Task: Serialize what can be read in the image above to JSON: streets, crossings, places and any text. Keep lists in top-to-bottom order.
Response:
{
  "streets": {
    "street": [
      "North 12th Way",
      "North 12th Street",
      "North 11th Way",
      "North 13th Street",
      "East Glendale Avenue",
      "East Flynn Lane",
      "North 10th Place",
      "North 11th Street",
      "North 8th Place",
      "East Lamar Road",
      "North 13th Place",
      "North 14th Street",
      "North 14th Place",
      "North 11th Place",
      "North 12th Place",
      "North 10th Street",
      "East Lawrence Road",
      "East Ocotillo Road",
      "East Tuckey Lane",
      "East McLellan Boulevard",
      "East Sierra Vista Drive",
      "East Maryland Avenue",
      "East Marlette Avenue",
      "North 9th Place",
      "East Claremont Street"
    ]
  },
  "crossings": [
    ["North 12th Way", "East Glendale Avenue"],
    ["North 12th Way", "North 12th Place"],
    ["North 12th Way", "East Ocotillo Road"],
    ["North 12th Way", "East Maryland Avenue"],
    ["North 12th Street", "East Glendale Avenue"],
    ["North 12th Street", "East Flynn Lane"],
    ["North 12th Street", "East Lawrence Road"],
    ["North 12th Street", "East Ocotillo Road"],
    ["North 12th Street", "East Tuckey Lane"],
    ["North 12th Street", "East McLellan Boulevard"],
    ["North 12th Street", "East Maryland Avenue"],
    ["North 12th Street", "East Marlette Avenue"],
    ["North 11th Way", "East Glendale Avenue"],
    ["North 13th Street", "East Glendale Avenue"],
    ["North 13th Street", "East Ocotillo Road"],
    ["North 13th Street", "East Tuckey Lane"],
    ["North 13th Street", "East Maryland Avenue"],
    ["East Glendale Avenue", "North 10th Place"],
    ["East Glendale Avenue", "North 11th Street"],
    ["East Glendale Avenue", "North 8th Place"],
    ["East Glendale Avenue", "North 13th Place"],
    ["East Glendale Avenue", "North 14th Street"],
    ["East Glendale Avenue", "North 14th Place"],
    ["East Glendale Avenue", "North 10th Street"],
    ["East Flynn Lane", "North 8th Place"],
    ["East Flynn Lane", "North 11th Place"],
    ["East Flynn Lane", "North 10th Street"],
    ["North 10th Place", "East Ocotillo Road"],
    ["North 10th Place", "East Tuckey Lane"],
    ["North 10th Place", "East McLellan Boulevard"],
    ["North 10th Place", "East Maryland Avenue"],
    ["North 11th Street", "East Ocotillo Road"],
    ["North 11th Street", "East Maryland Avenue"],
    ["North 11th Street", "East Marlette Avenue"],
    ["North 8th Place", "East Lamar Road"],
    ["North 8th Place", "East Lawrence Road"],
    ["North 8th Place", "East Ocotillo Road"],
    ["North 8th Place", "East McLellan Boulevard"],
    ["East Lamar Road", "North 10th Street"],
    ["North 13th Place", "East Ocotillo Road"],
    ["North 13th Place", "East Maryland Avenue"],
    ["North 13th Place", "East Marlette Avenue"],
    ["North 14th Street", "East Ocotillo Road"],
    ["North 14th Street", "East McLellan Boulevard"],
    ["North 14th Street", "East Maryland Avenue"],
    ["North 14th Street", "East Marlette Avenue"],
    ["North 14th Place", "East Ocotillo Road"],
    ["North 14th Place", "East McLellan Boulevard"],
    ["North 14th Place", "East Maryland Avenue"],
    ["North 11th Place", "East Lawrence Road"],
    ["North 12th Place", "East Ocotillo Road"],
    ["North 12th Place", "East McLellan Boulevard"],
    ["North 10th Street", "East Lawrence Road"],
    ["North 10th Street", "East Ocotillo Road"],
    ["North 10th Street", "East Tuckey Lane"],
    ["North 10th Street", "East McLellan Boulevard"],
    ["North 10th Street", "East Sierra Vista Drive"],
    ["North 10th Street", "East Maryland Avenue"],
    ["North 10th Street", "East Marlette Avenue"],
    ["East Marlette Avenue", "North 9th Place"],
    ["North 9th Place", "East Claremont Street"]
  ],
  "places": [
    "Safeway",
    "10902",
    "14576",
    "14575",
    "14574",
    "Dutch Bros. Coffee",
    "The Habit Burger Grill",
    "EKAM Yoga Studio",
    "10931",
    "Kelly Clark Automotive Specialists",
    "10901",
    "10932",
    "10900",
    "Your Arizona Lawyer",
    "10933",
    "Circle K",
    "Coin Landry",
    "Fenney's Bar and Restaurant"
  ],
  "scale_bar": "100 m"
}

• _Required work_: The full set of entries above has to be restated exactly.

• _Response to this task_:
Task: Serialize what can be read in the image above to JSON: streets, crossings, places and any text. Keep lists in top-to-bottom order.
Response:
{
  "streets": {
    "street": [
      "North 12th Way",
      "North 12th Street",
      "North 11th Way",
      "North 13th Street",
      "East Glendale Avenue",
      "East Flynn Lane",
      "North 10th Place",
      "North 11th Street",
      "North 8th Place",
      "East Lamar Road",
      "North 13th Place",
      "North 14th Street",
      "North 14th Place",
      "North 11th Place",
      "North 12th Place",
      "North 10th Street",
      "East Lawrence Road",
      "East Ocotillo Road",
      "East Tuckey Lane",
      "East McLellan Boulevard",
      "East Sierra Vista Drive",
      "East Maryland Avenue",
      "East Marlette Avenue",
      "North 9th Place",
      "East Claremont Street"
    ]
  },
  "crossings": [
    ["North 12th Way", "East Glendale Avenue"],
    ["North 12th Way", "North 12th Place"],
    ["North 12th Way", "East Ocotillo Road"],
    ["North 12th Way", "East Maryland Avenue"],
    ["North 12th Street", "East Glendale Avenue"],
    ["North 12th Street", "East Flynn Lane"],
    ["North 12th Street", "East Lawrence Road"],
    ["North 12th Street", "East Ocotillo Road"],
    ["North 12th Street", "East Tuckey Lane"],
    ["North 12th Street", "East McLellan Boulevard"],
    ["North 12th Street", "East Maryland Avenue"],
    ["North 12th Street", "East Marlette Avenue"],
    ["North 11th Way", "East Glendale Avenue"],
    ["North 13th Street", "East Glendale Avenue"],
    ["North 13th Street", "East Ocotillo Road"],
    ["North 13th Street", "East Tuckey Lane"],
    ["North 13th Street", "East Maryland Avenue"],
    ["East Glendale Avenue", "North 10th Place"],
    ["East Glendale Avenue", "North 11th Street"],
    ["East Glendale Avenue", "North 8th Place"],
    ["East Glendale Avenue", "North 13th Place"],
    ["East Glendale Avenue", "North 14th Street"],
    ["East Glendale Avenue", "North 14th Place"],
    ["East Glendale Avenue", "North 10th Street"],
    ["East Flynn Lane", "North 8th Place"],
    ["East Flynn Lane", "North 11th Place"],
    ["East Flynn Lane", "North 10th Street"],
    ["North 10th Place", "East Ocotillo Road"],
    ["North 10th Place", "East Tuckey Lane"],
    ["North 10th Place", "East McLellan Boulevard"],
    ["North 10th Place", "East Maryland Avenue"],
    ["North 11th Street", "East Ocotillo Road"],
    ["North 11th Street", "East Maryland Avenue"],
    ["North 11th Street", "East Marlette Avenue"],
    ["North 8th Place", "East Lamar Road"],
    ["North 8th Place", "East Lawrence Road"],
    ["North 8th Place", "East Ocotillo Road"],
    ["North 8th Place", "East McLellan Boulevard"],
    ["East Lamar Road", "North 10th Street"],
    ["North 13th Place", "East Ocotillo Road"],
    ["North 13th Place", "East Maryland Avenue"],
    ["North 13th Place", "East Marlette Avenue"],
    ["North 14th Street", "East Ocotillo Road"],
    ["North 14th Street", "East McLellan Boulevard"],
    ["North 14th Street", "East Maryland Avenue"],
    ["North 14th Street", "East Marlette Avenue"],
    ["North 14th Place", "East Ocotillo Road"],
    ["North 14th Place", "East McLellan Boulevard"],
    ["North 14th Place", "East Maryland Avenue"],
    ["North 11th Place", "East Lawrence Road"],
    ["North 12th Place", "East Ocotillo Road"],
    ["North 12th Place", "East McLellan Boulevard"],
    ["North 10th Street", "East Lawrence Road"],
    ["North 10th Street", "East Ocotillo Road"],
    ["North 10th Street", "East Tuckey Lane"],
    ["North 10th Street", "East McLellan Boulevard"],
    ["North 10th Street", "East Sierra Vista Drive"],
    ["North 10th Street", "East Maryland Avenue"],
    ["North 10th Street", "East Marlette Avenue"],
    ["East Marlette Avenue", "North 9th Place"],
    ["North 9th Place", "East Claremont Street"]
  ],
  "places": [
    "Safeway",
    "10902",
    "14576",
    "14575",
    "14574",
    "Dutch Bros. Coffee",
    "The Habit Burger Grill",
    "EKAM Yoga Studio",
    "10931",
    "Kelly Clark Automotive Specialists",
    "10901",
    "10932",
    "10900",
    "Your Arizona Lawyer",
    "10933",
    "Circle K",
    "Coin Landry",
    "Fenney's Bar and Restaurant"
  ],
  "scale_bar": "100 m"
}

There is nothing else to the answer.